# sum12nv's New Air AW-280E Wineador Build w/ Fan Install



## sum12nv (Aug 22, 2011)

*Hello fellow BOTL's!

I wanted to start my own Wineador thread to share my own build. One major difference I have with my build is the fact that I'm wiring computer case fans instead of using battery powered oust fans for circulation. I know i've seen a few post about people asking how this could be done so here is my personal take on it. My build is not 100% complete as of yet. I will be adding more pictures once I receive my drawer and shelf order from Forrest.

I read several different ways to clean the plastic smell from the wine cooler and went with a good ole scrubbing of distilled white vinegar and then left the door open for 5 days and couldn't smell a hint of plastic. I did purchase some activated charcoal packets which I plan on leaving in there for several days just to be safe.

Here's the exterior shot of the New Air AW-280E*









*Next I drilled a 3/8 hole to fit the fan cables through the back of the wine cooler's case*









*Here's my two 60mm computer case fans that I mounted to two pieces of spanish cedar. I found some nylon bushings and stainless screws at the local hardware store to mount it all up*









*Here are the fans and cables ran through the hole I drilled. After running the cables through I filled the new hole and factory drain hole with aquarium silicone to give it a good seal *









*Here is my fan and fan controller setup. The fans themselves only came with a short piece of cable so I bought two 12" fan extension cables. I decided to clip the connectors off and solder and heat shrink the connections then ran both cables with new ends through some computer wiring loom to clean up the install. The fans hook up to a 12v to 120v fan speed controller (the item with the knobs) This allows me to adjust fan speed if desired and converts the fans from 12v dc to 120v ac. The fan speed controller plugs into a aquarium light timer which will allow me to have the fans come on for 15 minutes every hour or two. Basically whatever I want in 15 minute intervals.
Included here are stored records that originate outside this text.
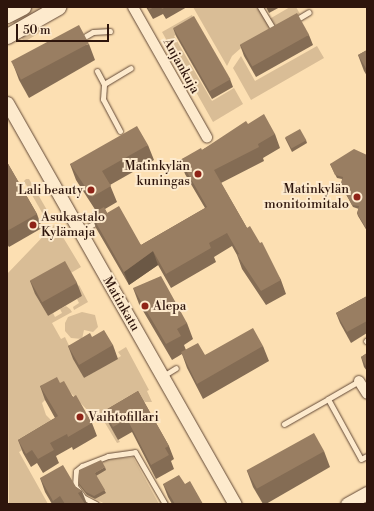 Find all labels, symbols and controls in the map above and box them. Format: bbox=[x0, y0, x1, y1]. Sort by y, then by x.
scale bar bbox=[18, 16, 111, 42]
text: 50 m bbox=[23, 23, 51, 38]
street label: Anjankuja bbox=[159, 36, 203, 96]
place label: Matinkylän kuningas bbox=[124, 159, 190, 190]
marker: Matinkylän kuningas bbox=[193, 169, 203, 179]
place label: Lali beauty bbox=[18, 182, 83, 198]
place label: Matinkylän monitoimitalo bbox=[264, 182, 349, 213]
marker: Lali beauty bbox=[86, 185, 96, 195]
marker: Matinkylän monitoimitalo bbox=[352, 192, 362, 202]
place label: Asukastalo Kylämaja bbox=[41, 210, 105, 241]
marker: Asukastalo Kylämaja bbox=[28, 220, 38, 230]
street label: Matinkatu bbox=[99, 274, 143, 334]
place label: Alepa bbox=[153, 298, 186, 314]
marker: Alepa bbox=[140, 301, 150, 311]
place label: Vaihtofillari bbox=[88, 409, 159, 425]
marker: Vaihtofillari bbox=[75, 412, 85, 422] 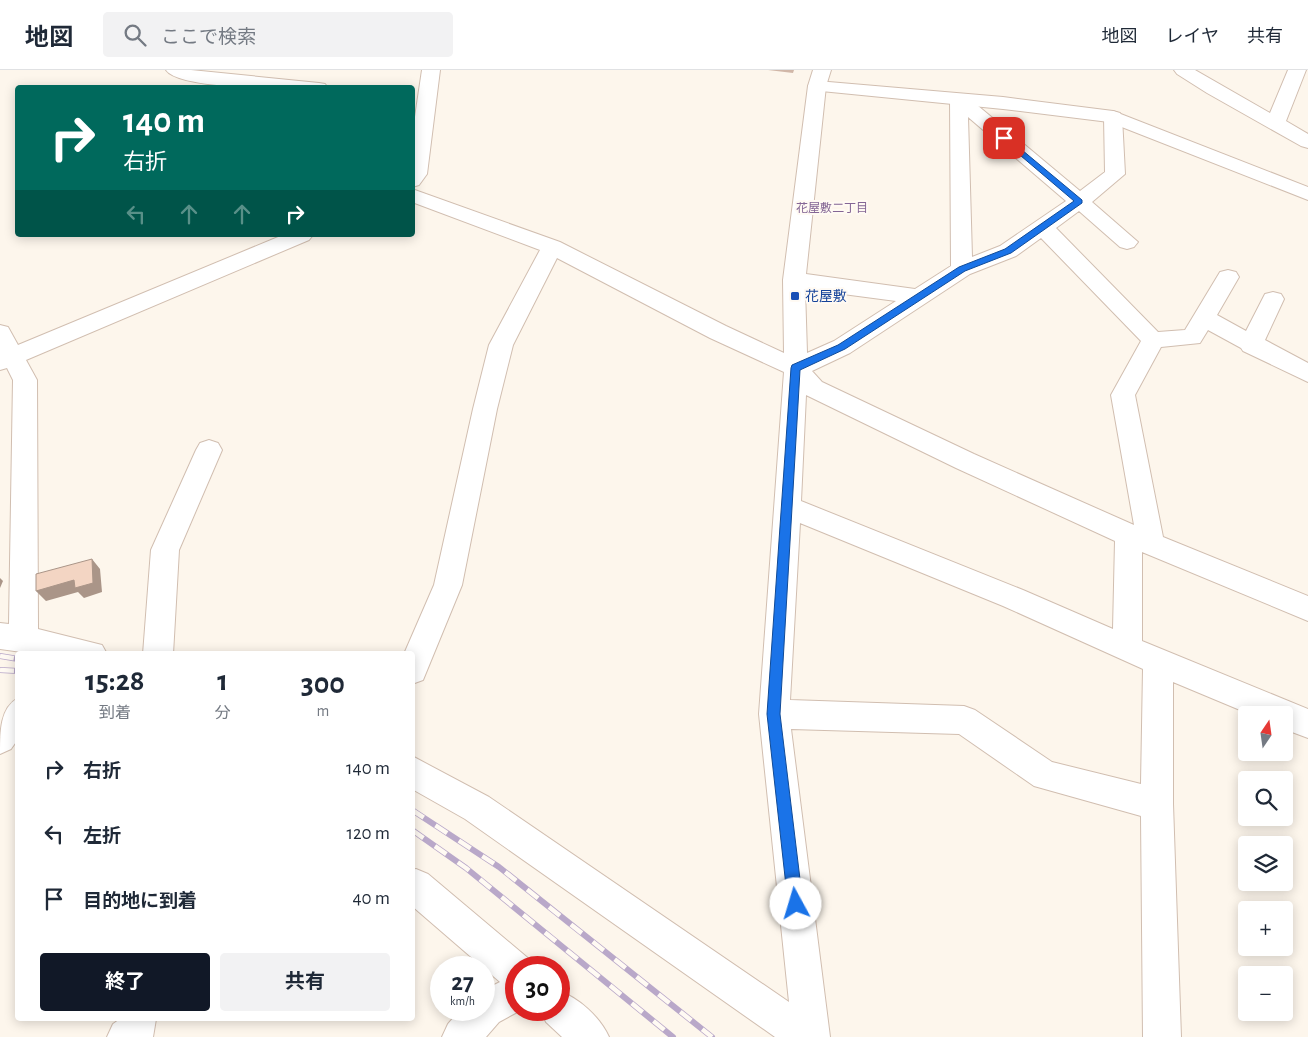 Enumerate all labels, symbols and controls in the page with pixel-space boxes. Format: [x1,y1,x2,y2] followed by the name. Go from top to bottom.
[103,12,453,57] search box
[121,21,149,49] icon: search
[25,26,73,50] text: 地図
[161,28,256,47] text: ここで検索
[1102,28,1138,46] text: 地図
[1166,28,1219,46] text: レイヤ
[1247,28,1283,46] text: 共有
[123,104,205,139] text: 140 m
[40,105,105,170] icon: right
[983,117,1025,159] pin
[990,124,1018,152] icon: arrive
[123,151,167,173] text: 右折
[122,200,150,228] icon: left
[175,200,203,228] icon: ahead
[228,200,256,228] icon: ahead
[281,200,309,228] icon: right
[796,201,868,214] district label: 花屋敷二丁目
[805,288,847,304] place label: 花屋敷
[789,290,801,302] marker: 花屋敷
[85,666,145,696] text: 15:28
[217,666,228,696] text: 1
[301,669,345,699] text: 300
[316,703,329,719] text: m
[99,705,131,721] text: 到着
[215,705,231,721] text: 分
[1238,706,1292,761] north arrow
[1238,706,1293,1021] map controls
[40,755,68,783] icon: right
[346,759,390,778] text: 140 m
[83,762,121,781] text: 右折
[1238,771,1293,826] button: search
[40,820,68,848] icon: left
[346,824,390,843] text: 120 m
[83,827,121,846] text: 左折
[1238,836,1293,891] button: layers
[769,877,821,929] position arrow
[40,885,68,913] icon: arrive
[352,889,390,908] text: 40 m
[83,892,197,911] text: 目的地に到着
[1238,901,1293,956] button: +
[40,953,210,1011] button: 終了
[220,953,390,1011] button: 共有
[505,956,570,1021] speed limit sign: 30
[1238,966,1293,1021] button: −
[451,970,474,995] text: 27
[450,995,475,1007] text: km/h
The timer and the wine cooler will plug into a outlet strip so then I will just have one cord running to the wall receptacle*









*Here is everything installed on the back on the wineador. I think it made for a pretty clean install and looks pretty sharp*









*Like I said up above I will update this thread once I receive my drawers from forrest and get all my KL setup. I'm super excited to get this all going and show everyone the final results. If you have any questions about the fan install dont hesitate to ask. I can also provide you with a parts list of what I all purchased to set this up if you are interested

-Jason*


----------



## smokin_dad (Jan 25, 2012)

Looks great!!! Love what you did with the fans! Cant wait to see it with your drawers and stocked!!! Keep us posted.


----------



## gosh (Oct 17, 2011)

Love the setup, love the fanbus! Seriously great job.


----------



## piperdown (Jul 19, 2009)

Good job Jason!


----------



## AnthonySzum (Nov 26, 2010)

This really does look awesome! Nice job!


----------



## ten08 (Sep 8, 2011)

I like how everything is tucked away but still accessible. Clean install!


----------



## nikonnut (Dec 4, 2011)

I'm thinking somebody builds their own computers :lol: Love the cable management!


----------



## sum12nv (Aug 22, 2011)

Thank you everyone!



nikonnut said:


> I'm thinking somebody builds their own computers :lol: Love the cable management!


Guilty! haha

Ive actually only built one pc in my time but learned a lot doing it. The left over cable management parts came in very handy


----------



## cavscout98 (Apr 14, 2012)

Very nice! I can't wait to make one of these myself. I will be back to this thread in a couple of months to remember your setup


----------



## sum12nv (Aug 22, 2011)

JJGeis said:


> I will be back to this thread in a couple of months to remember your setup


Sounds good brother, just let me know if you have any questions


----------



## Dubv23 (Aug 3, 2011)

This looks awesome. Nice work! I was contemplating a fan for my cooler just to keep the air moving and this is kind of what I was looking to do. Very clean looking.


----------



## sum12nv (Aug 22, 2011)

Will - Thanks for the kind words


----------



## ryanbish (May 3, 2012)

From witnessing the awesomeness of this project first hand, I can say it's going to be a great winedor when it's all finished! There may be a chance I have to rent some space in it if I don't find someone who can perform a "Devil Site Exorcism" sometime soon!


----------



## sum12nv (Aug 22, 2011)

Thanks Ryan! And yes we need to send you through cbid rehab soon or we could just convert one of your rooms in your house to a walk in humidor.


----------



## sum12nv (Aug 22, 2011)

*UPDATE 6/19/12* Finally received my drawers and shelves from Forrest! Everything looks great. Here's a little teaser pic until I get some better ones


----------



## MontyTheMooch (May 27, 2012)

Very nice. I gots ta get me one of those. I've raised the ire of a couple of people and am sure there's a hurtin coming.


----------



## sum12nv (Aug 22, 2011)

Getting it all stocked up!


----------



## wrx04 (Apr 1, 2012)

That looks great! What did you do to season the drawers and how long did that take?


----------



## choinga (Aug 11, 2010)

...I thought about doing this with mine but came to the conclusion that it wouldn't really matter. And, I was right. I wasn't going to pre-emptively do it...wanted to see how the box acted in its stock configuration and if airflow wasns't good...then I'd make the effort.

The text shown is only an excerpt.